This was the second concert in John Eliot Gardiner and the London Symphony Orchestra’s Schumann cycle, a major reappraisal of the symphonies and orchestral music, spread over two years. The Fourth Symphony, the Genoveva Overture, and the Overture, Scherzo and Finale, had long been scheduled in the programme, but its centrepiece, by a twist of fate, was the Violin Concerto, played by Isabelle Faust, a last-minute substitution for Mozart’s C minor piano concerto, K503, after pianist Piotr Anderszewski succumbed to flu.
Written in 1853, shortly before Schumann’s final breakdown, the concerto remains controversial. Clara Schumann, fearing that it exposed her husband’s worsening mental state, suppressed the score, which was not heard until 1937. “It’s not the work of a madman,” Faust stated emphatically as she and Gardiner addressed the audience before the performance, though you could argue that the nagging orchestral figurations of the first movement and the harmonic instability of the second suggest deep psychological anguish.
More important, perhaps, is the fact that it constitutes an attempt to rethink the concerto form itself along symphonic rather than virtuoso lines. Faust, who describes herself as a Schumann fanatic, played with fierce conviction, generating furious intensity towards the close of the first movement and investing the second with deeply felt lyricism. The arabesques and “pirouettes” (Faust’s word) of the polonaise finale were exquisite, though neither she nor Gardiner could disguise the fact that the movement itself is fractionally too long – as if Schumann didn’t know quite how to end it.

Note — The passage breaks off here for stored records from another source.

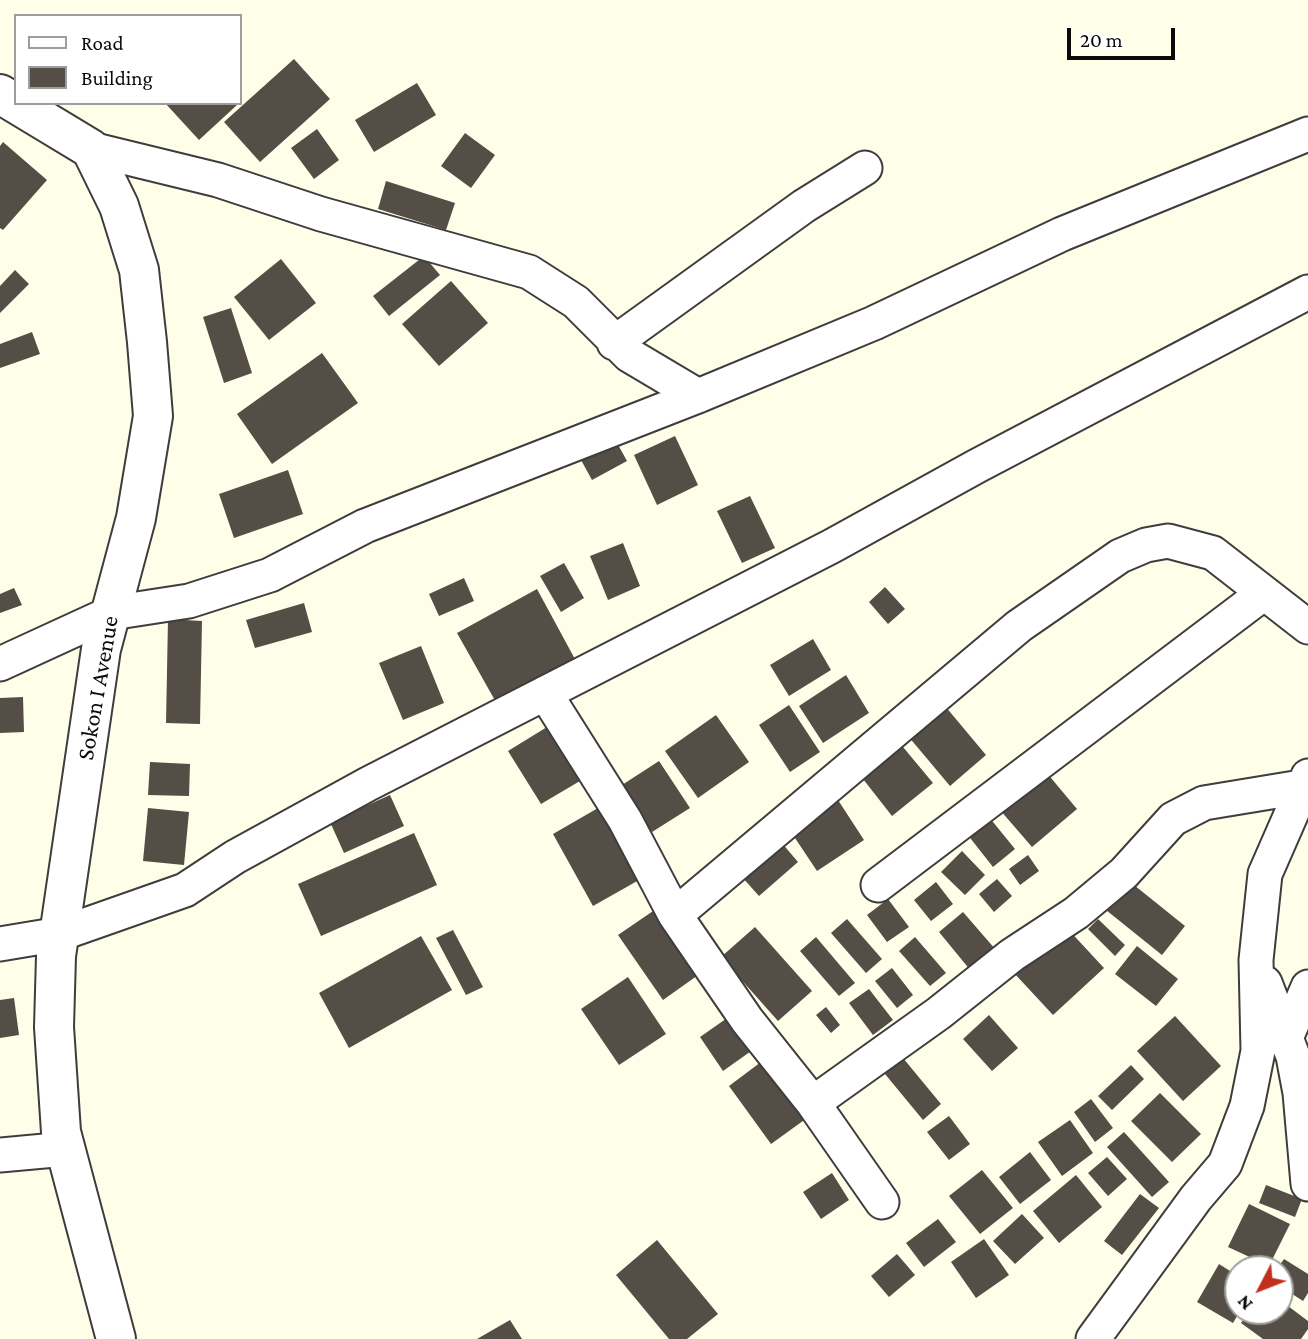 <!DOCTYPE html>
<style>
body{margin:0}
#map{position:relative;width:1308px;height:1339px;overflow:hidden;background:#fffee8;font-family:"Crimson Pro",serif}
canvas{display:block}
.legend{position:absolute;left:14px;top:14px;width:228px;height:91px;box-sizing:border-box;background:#fff;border:2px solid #9d9d9d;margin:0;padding:9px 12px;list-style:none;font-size:21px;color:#0a0a0a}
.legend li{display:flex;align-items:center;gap:14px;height:35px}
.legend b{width:35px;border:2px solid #9d9d9d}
.north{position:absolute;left:1224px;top:1255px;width:70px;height:70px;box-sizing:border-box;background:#fff;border:2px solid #9d9d9d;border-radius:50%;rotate:228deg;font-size:19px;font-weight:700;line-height:28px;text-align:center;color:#0a0a0a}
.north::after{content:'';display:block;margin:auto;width:24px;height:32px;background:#c1301c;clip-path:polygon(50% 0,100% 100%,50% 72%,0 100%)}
.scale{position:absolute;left:1067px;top:28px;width:108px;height:32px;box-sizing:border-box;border:4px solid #0a0a0a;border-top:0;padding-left:9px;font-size:21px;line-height:24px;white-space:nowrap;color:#0a0a0a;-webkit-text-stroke:5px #fff;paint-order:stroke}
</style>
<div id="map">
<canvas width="1308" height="1339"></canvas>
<ul class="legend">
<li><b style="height:9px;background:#fff"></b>Road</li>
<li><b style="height:19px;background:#544e46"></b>Building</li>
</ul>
<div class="north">N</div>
<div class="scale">20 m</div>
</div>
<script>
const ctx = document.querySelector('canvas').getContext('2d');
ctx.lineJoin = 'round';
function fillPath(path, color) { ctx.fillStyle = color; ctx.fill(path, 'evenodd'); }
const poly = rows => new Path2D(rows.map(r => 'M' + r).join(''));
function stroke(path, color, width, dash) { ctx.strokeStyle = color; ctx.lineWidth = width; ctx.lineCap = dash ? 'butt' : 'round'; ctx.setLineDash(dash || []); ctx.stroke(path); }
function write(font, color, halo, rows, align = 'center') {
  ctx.font = font + ' "Crimson Pro",serif'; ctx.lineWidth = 7; ctx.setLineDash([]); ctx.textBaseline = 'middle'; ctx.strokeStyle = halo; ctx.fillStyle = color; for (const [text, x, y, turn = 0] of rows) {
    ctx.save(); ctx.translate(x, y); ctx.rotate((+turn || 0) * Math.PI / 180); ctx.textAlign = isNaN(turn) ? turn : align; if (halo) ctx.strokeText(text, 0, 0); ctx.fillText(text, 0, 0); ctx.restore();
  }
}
fillPath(poly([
 [294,59,330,99,260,162,224,122],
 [417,83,436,115,374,152,355,120],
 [165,103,235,103,237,105,199,140],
 [317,129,339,160,314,179,291,148],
 [465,133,495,155,471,188,441,166],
 [3,142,47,180,3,230,0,228,0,146],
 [386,181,455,203,446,230,378,209],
 [424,256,440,275,389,316,373,296],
 [281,259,316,303,269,340,234,297],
 [15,270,29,284,0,313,0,286],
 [451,281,488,323,439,366,402,324],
 [231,308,252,373,224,383,203,317],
 [32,332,40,354,0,368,0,344],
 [322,353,358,403,272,464,237,414],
 [675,436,698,485,657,505,634,455],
 [616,441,627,461,592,480,581,460],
 [288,470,303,514,234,538,219,494],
 [750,496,775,548,742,563,717,511],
 [623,543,640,586,608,600,590,556],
 [564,563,584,598,561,612,540,576],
 [464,578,474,601,439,616,429,594],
 [885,587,905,609,888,624,869,602],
 [14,588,22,605,0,613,0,594],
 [537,589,576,661,497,704,457,633],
 [304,603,312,632,255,648,246,620],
 [168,619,202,621,200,724,166,723],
 [813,639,831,670,789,696,770,665],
 [421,646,444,703,403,720,379,663],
 [846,675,869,713,823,743,799,706],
 [23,697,24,732,0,733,0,698],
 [789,705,820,752,790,772,759,725],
 [945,706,986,755,950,786,908,736],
 [716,715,749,762,698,798,665,751],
 [547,727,580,781,541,804,508,751],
 [903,747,933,783,892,816,863,779],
 [659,761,690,808,652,832,622,785],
 [150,762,190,764,189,796,148,795],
 [1046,772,1077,809,1032,847,1000,810],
 [390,795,404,826,344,853,330,822],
 [838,800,864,840,817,871,791,832],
 [148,808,189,812,184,865,143,861],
 [598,808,639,880,593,906,553,834],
 [989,817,1015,849,993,867,967,834],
 [414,833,437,885,321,936,298,884],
 [781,842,798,862,759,896,742,877],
 [962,851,985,875,965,895,941,872],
 [1028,855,1039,871,1020,885,1009,869],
 [997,879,1012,896,994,912,979,894],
 [1129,881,1185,926,1162,955,1106,910],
 [936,882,953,904,931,921,914,900],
 [888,899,909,927,887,942,867,915],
 [656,909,701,973,663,1000,618,935],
 [963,912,996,950,971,971,939,932],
 [847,919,882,959,866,973,831,933],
 [1098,919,1125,945,1115,956,1088,929],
 [1065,926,1104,968,1053,1015,1014,973],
 [755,927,812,991,778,1021,721,957],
 [453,930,483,987,466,995,436,938],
 [421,936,452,990,349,1048,319,993],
 [816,937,855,983,839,996,800,951],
 [915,937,946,973,930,986,899,951],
 [1137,946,1178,979,1156,1006,1115,974],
 [892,968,913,995,897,1008,875,981],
 [628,977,666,1034,619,1065,581,1009],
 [869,989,893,1020,873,1035,849,1003],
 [14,998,19,1035,0,1038,0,1000],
 [826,1007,840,1025,831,1033,816,1015],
 [989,1015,1018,1048,992,1071,963,1039],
 [730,1016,754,1049,723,1071,700,1037],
 [1175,1016,1221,1066,1183,1101,1137,1051],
 [903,1058,941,1104,923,1120,885,1074],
 [765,1059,807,1118,771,1144,729,1086],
 [1131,1065,1144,1079,1112,1110,1098,1096],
 [1160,1093,1201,1134,1172,1162,1131,1121],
 [1091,1099,1113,1128,1095,1142,1074,1112],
 [949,1116,970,1144,949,1160,927,1132],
 [1070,1120,1093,1153,1062,1176,1038,1142],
 [1124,1132,1169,1182,1152,1197,1107,1147],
 [1030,1152,1051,1180,1020,1204,999,1177],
 [1107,1157,1127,1179,1108,1196,1088,1173],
 [982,1170,1013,1208,980,1234,949,1196],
 [832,1173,849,1200,821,1219,803,1192],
 [1076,1175,1102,1207,1059,1243,1033,1211],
 [1266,1185,1302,1199,1295,1217,1259,1203],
 [1140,1194,1159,1208,1122,1255,1104,1241],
 [1249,1204,1290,1224,1269,1266,1228,1247],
 [1022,1214,1044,1238,1015,1264,993,1241],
 [938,1219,956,1242,924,1267,906,1243],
 [984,1239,1009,1275,976,1298,951,1262],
 [657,1240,718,1314,687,1339,669,1339,616,1275],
 [897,1254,915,1275,889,1297,871,1276],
 [1284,1259,1308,1274,1308,1293,1303,1301,1280,1286,1280,1269,1277,1269],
 [1219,1264,1238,1276,1240,1311,1233,1323,1197,1302],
 [1280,1300,1308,1321,1308,1329,1301,1339,1263,1339,1241,1323,1249,1311,1280,1311],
 [510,1320,522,1339,477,1339]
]), '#544e46');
const minor = poly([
 [91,149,218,180,321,214,529,272,576,302,629,355,698,396],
 [614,343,804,206,865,168],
 [0,664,111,613,189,601,270,575,365,526,698,396,874,323,1062,234,1308,134],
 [545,693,625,820,675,915,747,1020,813,1103,882,1202],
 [878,885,1264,593],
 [675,915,1019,626,1120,556,1146,545,1168,541,1213,553,1308,627],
 [0,944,60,934,185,890,235,857,368,784,832,546,977,466,1308,292],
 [1265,983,1293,1056,1300,1093,1308,1184],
 [1286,1038,1308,987],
 [813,1103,939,1013,1012,955,1076,913,1124,873,1173,819,1204,803,1301,787],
 [0,1155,66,1149],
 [1093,1339,1196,1198,1225,1164,1247,1106,1258,1051,1256,960,1265,874,1308,776]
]);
const tertiary = poly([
 [0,94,91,149,119,206,139,270,147,342,153,416,136,518,101,649,56,956,54,1027,61,1132,116,1339]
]);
stroke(minor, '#3d3d3d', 37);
stroke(tertiary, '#3d3d3d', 42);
stroke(minor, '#fff', 33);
stroke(tertiary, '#fff', 38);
write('24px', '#0a0a0a', '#fff', [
 ["Sokon I Avenue",98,688,-80]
]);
</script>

Gardiner remains one of the great Schumann interpreters, wonderfully alert to the music’s volatility and rigour. The LSO, on terrific form for him, played seated for the concerto, though, following 19th-century practice, the upper strings, brass and woodwind stood for the symphonic works. Gardiner opted for the 1841 version of the Fourth, as opposed to Schumann’s denser rewrite of 1851, and the textural transparency and rhythmic elan proved utterly beguiling. The Genoveva Overture swivelled between Sturm und Drang turbulence and elation, while Overture, Scherzo and Finale was electric in its tension and excitement.